→ **TO DO**: Would you transcribe all of the entries that follow, word for word?

Stored data:
Start of Block

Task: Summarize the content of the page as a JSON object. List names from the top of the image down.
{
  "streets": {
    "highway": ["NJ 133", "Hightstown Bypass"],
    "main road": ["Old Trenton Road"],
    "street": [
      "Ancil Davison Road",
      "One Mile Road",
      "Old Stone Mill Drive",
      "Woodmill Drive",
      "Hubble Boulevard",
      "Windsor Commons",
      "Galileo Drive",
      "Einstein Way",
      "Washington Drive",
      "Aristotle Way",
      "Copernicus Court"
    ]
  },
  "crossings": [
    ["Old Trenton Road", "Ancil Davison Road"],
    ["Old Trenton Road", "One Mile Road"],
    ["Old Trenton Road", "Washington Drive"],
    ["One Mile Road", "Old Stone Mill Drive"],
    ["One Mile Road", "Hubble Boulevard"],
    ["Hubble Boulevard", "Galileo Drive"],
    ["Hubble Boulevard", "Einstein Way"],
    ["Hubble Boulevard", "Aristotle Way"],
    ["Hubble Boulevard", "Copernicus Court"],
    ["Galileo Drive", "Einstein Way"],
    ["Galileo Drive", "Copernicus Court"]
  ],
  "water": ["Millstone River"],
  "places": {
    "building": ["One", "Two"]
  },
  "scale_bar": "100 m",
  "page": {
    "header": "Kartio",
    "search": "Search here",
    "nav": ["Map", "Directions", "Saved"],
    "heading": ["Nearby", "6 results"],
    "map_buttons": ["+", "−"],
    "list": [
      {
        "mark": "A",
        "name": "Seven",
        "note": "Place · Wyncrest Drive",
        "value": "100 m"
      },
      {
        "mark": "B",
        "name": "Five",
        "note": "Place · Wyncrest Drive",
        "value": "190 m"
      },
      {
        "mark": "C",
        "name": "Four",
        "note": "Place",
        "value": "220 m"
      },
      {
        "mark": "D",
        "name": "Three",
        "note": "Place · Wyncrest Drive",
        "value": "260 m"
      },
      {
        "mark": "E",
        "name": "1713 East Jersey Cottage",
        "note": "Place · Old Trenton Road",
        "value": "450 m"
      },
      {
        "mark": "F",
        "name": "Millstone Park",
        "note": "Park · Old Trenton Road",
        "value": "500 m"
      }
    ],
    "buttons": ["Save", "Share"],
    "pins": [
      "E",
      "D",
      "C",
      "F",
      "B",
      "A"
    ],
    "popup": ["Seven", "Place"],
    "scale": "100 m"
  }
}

End of Block

→ **REPLY TO THE EXERCISE**:
Task: Summarize the content of the page as a JSON object. List names from the top of the image down.
{
  "streets": {
    "highway": ["NJ 133", "Hightstown Bypass"],
    "main road": ["Old Trenton Road"],
    "street": [
      "Ancil Davison Road",
      "One Mile Road",
      "Old Stone Mill Drive",
      "Woodmill Drive",
      "Hubble Boulevard",
      "Windsor Commons",
      "Galileo Drive",
      "Einstein Way",
      "Washington Drive",
      "Aristotle Way",
      "Copernicus Court"
    ]
  },
  "crossings": [
    ["Old Trenton Road", "Ancil Davison Road"],
    ["Old Trenton Road", "One Mile Road"],
    ["Old Trenton Road", "Washington Drive"],
    ["One Mile Road", "Old Stone Mill Drive"],
    ["One Mile Road", "Hubble Boulevard"],
    ["Hubble Boulevard", "Galileo Drive"],
    ["Hubble Boulevard", "Einstein Way"],
    ["Hubble Boulevard", "Aristotle Way"],
    ["Hubble Boulevard", "Copernicus Court"],
    ["Galileo Drive", "Einstein Way"],
    ["Galileo Drive", "Copernicus Court"]
  ],
  "water": ["Millstone River"],
  "places": {
    "building": ["One", "Two"]
  },
  "scale_bar": "100 m",
  "page": {
    "header": "Kartio",
    "search": "Search here",
    "nav": ["Map", "Directions", "Saved"],
    "heading": ["Nearby", "6 results"],
    "map_buttons": ["+", "−"],
    "list": [
      {
        "mark": "A",
        "name": "Seven",
        "note": "Place · Wyncrest Drive",
        "value": "100 m"
      },
      {
        "mark": "B",
        "name": "Five",
        "note": "Place · Wyncrest Drive",
        "value": "190 m"
      },
      {
        "mark": "C",
        "name": "Four",
        "note": "Place",
        "value": "220 m"
      },
      {
        "mark": "D",
        "name": "Three",
        "note": "Place · Wyncrest Drive",
        "value": "260 m"
      },
      {
        "mark": "E",
        "name": "1713 East Jersey Cottage",
        "note": "Place · Old Trenton Road",
        "value": "450 m"
      },
      {
        "mark": "F",
        "name": "Millstone Park",
        "note": "Park · Old Trenton Road",
        "value": "500 m"
      }
    ],
    "buttons": ["Save", "Share"],
    "pins": [
      "E",
      "D",
      "C",
      "F",
      "B",
      "A"
    ],
    "popup": ["Seven", "Place"],
    "scale": "100 m"
  }
}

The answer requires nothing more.